Broken Symmetry

Broken Symmetry

21.95

After seven years, Emma Wentzell finally has the child she’s longed for and she is determined that Eleanor will be brilliant. Life, it seems, is all it should be, but Emma soon finds out that she has a rival for Eleanor’s affection—her older and childless sister, Virtue. The jealousies of the past and present emerge and start the sisters on a course that neither wants yet neither can alter. Caught between the two, Eleanor fights for her own identity amidst the vagaries of what it means to be a family, doubts about church and God, her mother’s failing health and her own future.

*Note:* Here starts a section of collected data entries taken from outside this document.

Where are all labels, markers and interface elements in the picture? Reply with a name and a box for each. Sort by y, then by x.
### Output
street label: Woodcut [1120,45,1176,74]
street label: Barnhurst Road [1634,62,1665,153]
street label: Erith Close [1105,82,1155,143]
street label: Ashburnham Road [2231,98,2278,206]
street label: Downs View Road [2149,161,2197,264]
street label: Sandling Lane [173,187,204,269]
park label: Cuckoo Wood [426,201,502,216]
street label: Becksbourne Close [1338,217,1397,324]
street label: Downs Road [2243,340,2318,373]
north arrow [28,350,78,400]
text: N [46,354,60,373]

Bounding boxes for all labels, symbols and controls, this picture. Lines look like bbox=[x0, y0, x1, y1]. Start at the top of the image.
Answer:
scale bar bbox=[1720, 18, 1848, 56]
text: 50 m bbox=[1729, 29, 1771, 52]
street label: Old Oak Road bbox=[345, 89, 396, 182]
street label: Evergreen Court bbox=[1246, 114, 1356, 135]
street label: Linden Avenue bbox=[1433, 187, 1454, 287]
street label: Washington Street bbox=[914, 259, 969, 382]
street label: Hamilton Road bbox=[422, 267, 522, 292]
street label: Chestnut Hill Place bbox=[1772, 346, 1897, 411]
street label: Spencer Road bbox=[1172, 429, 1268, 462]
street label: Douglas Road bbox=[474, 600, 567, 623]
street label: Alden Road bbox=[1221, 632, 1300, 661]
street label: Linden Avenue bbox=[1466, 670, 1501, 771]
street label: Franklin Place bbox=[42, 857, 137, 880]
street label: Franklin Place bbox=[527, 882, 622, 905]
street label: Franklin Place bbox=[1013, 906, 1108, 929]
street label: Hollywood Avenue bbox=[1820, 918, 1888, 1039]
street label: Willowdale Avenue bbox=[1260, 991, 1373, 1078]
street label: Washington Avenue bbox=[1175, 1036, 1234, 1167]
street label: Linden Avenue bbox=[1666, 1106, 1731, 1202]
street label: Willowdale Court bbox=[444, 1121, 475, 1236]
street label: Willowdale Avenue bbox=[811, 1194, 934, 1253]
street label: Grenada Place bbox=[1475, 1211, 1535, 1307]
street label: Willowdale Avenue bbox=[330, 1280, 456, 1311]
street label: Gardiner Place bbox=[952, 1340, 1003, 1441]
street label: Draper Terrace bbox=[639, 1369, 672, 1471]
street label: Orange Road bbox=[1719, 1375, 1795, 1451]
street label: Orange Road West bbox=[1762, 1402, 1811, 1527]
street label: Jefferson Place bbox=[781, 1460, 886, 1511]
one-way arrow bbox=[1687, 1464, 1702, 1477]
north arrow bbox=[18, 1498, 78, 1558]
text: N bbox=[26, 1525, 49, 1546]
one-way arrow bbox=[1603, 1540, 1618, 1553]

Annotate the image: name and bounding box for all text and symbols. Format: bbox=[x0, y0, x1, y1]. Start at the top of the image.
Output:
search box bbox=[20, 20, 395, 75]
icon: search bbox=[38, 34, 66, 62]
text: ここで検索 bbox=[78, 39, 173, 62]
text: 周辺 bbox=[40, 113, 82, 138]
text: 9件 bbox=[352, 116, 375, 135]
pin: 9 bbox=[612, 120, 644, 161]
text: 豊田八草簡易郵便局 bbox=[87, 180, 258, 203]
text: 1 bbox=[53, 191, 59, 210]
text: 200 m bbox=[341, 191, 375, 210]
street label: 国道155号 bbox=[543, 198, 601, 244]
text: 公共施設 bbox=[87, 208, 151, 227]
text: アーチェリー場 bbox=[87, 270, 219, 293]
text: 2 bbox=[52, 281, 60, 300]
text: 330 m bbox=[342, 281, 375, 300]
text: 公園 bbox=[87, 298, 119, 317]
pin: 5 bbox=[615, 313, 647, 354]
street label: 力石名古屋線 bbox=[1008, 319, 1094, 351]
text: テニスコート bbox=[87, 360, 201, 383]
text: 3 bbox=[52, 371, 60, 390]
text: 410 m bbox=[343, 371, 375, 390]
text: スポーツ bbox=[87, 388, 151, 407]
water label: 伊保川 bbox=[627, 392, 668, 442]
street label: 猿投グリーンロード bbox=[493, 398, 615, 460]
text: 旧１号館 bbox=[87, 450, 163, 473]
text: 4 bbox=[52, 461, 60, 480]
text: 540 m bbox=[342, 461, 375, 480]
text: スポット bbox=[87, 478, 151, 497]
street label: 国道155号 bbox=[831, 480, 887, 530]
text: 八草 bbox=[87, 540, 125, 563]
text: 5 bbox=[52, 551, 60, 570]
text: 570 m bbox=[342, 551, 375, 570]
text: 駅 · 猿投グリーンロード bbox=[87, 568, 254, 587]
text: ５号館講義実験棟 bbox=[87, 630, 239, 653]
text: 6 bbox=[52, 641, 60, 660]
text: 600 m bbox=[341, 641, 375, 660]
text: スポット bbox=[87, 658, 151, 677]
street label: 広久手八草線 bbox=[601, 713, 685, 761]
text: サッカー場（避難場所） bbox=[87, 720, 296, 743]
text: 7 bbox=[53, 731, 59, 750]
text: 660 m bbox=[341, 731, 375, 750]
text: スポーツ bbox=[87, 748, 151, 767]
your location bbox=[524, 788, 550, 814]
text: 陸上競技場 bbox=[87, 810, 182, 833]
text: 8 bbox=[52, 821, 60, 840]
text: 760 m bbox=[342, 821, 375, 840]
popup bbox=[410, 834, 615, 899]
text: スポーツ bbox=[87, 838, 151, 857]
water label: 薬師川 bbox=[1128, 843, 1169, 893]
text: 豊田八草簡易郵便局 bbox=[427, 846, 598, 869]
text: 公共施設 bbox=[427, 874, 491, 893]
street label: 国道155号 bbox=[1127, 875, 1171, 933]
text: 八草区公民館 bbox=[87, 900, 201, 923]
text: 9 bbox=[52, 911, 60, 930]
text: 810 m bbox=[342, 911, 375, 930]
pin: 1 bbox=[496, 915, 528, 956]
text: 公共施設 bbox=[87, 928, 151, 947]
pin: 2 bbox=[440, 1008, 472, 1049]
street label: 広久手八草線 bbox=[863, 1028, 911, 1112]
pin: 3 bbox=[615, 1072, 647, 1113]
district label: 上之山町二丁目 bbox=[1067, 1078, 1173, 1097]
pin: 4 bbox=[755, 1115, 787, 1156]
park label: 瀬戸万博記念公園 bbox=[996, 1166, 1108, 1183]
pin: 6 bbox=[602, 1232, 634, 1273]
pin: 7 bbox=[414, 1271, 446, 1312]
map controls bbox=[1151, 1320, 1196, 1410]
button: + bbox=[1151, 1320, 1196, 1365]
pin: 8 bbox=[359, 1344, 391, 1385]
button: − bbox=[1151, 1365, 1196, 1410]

Set in Lunenburg in the 1940s and 50s, Broken Symmetry is the tale of two sisters and the one daughter who tore them apart.

excerpt

The trouble began as soon as Emma knew she was pregnant. After Nathan, Virtue had to be the first to know. So Emma went to the open door of her sister’s kitchen, breathless with excitement. It was late afternoon; Virtue was peeling potatoes for dinner. The knife went precisely round and round the potato, the string of peel unbroken. 

“You’ll never guess what has happened. At last. . . ,” Emma said.

Virtue looked up, the potato peel curling down from her left hand. Already she seemed removed, as if she anticipated the news. “I’m going to have a baby! After all these years. Seven lean years. Dr. Willis told me this afternoon.”

Virtue stared at her white, blank potato. “Oh,” she said. “I see.”

Emma stood in the doorway, waiting for something more. “Aren’t you . . . aren’t you happy for me, for us?” Virtue’s words fell like a dull knell. After a minute more, Emma went back to her kitchen, sat down on the old wicker chair and wept silently. Of course Virtue had always been “touchy,” like when Emma got her Grade Ten and her Grade C teachers’ licence and Virtue had to make do with the D licence, which was all her Grade Nine qualified her for, or all the boys wanted to dance with Emma because she was prettier. Those times had been difficult, but that seemed normal, somehow. It was the way sisters were. This was different.